Many of the features of the previous version of SCVMM continue to do their jobs. This includes intelligent placement, which analyzes a set of virtual machine hosts that you have identified and, based on the resource needs of the individual virtual machine you are working with, intelligently selects the VM host that best has the available resources to support your desired configuration.
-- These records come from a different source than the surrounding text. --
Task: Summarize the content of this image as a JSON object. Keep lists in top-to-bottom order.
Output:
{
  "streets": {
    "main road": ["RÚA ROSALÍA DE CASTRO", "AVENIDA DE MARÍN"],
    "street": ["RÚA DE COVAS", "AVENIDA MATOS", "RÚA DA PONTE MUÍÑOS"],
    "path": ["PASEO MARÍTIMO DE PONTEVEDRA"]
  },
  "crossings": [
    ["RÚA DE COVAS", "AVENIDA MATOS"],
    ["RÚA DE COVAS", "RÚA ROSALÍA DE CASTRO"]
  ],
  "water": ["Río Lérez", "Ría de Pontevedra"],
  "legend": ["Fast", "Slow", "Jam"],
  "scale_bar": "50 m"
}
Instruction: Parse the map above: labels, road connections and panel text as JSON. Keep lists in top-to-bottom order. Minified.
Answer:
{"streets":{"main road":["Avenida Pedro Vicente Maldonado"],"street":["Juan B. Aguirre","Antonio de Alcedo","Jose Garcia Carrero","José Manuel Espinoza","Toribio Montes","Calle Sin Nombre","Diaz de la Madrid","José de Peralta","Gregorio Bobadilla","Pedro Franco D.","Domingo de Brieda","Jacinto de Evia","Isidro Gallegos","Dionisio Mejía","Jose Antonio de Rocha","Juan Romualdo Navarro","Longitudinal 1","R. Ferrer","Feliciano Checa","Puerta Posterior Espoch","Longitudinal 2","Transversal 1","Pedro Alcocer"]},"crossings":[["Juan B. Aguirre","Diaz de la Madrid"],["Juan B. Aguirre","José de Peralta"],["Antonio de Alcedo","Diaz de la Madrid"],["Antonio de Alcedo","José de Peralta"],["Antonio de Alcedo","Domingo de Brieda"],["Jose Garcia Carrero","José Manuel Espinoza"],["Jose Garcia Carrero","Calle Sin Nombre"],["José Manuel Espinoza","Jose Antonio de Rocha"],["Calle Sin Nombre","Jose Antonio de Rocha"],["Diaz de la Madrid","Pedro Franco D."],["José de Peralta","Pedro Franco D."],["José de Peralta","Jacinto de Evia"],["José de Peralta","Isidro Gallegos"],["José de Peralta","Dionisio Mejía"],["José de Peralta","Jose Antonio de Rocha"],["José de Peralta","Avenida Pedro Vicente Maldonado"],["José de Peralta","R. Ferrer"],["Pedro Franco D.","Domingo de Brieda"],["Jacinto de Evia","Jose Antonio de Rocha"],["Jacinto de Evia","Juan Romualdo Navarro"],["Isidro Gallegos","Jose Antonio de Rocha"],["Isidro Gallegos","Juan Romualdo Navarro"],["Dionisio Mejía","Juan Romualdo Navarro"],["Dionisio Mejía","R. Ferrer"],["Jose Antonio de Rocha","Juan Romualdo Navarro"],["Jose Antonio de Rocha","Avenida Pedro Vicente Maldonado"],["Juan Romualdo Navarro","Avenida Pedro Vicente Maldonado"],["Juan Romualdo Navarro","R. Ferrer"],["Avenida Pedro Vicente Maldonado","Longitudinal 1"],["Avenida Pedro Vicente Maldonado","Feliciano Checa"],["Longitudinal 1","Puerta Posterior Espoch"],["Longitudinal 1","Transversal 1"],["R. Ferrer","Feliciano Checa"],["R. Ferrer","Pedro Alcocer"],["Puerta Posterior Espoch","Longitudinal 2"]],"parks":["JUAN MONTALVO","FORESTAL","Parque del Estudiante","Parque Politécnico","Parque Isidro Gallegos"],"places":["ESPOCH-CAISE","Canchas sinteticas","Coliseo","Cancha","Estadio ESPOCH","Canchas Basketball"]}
Another previous feature is superb physical-to-virtual (P2V) and virtual-to-virtual (V2V) conversions that make it very simple to reconfigure your infrastructure as you need.

Also of note: One of the most powerful building blocks for SCVMM is its reliance on PowerShell. Every UI function in the system is built on PowerShell commands and management of any virtual machine is fully scriptable using a very well-documented set of cmdlets for PowerShell. For instance, everything from creating a VM to performing a P2V or V2V conversion -- or even starting aVMware Vmotion Live Migration (more on that in a bit) -- can be done either from the GUI or from a PowerShell cmdlet. That is powerful.

Finally, SCVMM 2008 leverages some of the improvements made to Windows Server 2008 in the clustering department. As you may know, Windows Server 2008 has made clustering something even the least experienced of administrators can handle. SCVMM automates the addition of a host cluster to support Hyper-V-based virtual machines and automatically detects when nodes are added to and removed from that cluster. And the intelligent placement algorithm works with a cluster too: SCVMM won't create VMs so that the cluster becomes overcommitted.

Architecture and interfaces

SCVMM was designed by Microsoft to be the premier front end for all of your virtual machine management needs, and in that sense, it supports managing VMs running on Microsoft's Hyper-V or Virtual Server 2005 R2, or VMware-hosted virtual machines as well. Indeed, among the smoothest features of SCVMM is its support for live-migrating a machine using VMware's Vmotion technology from one host to another.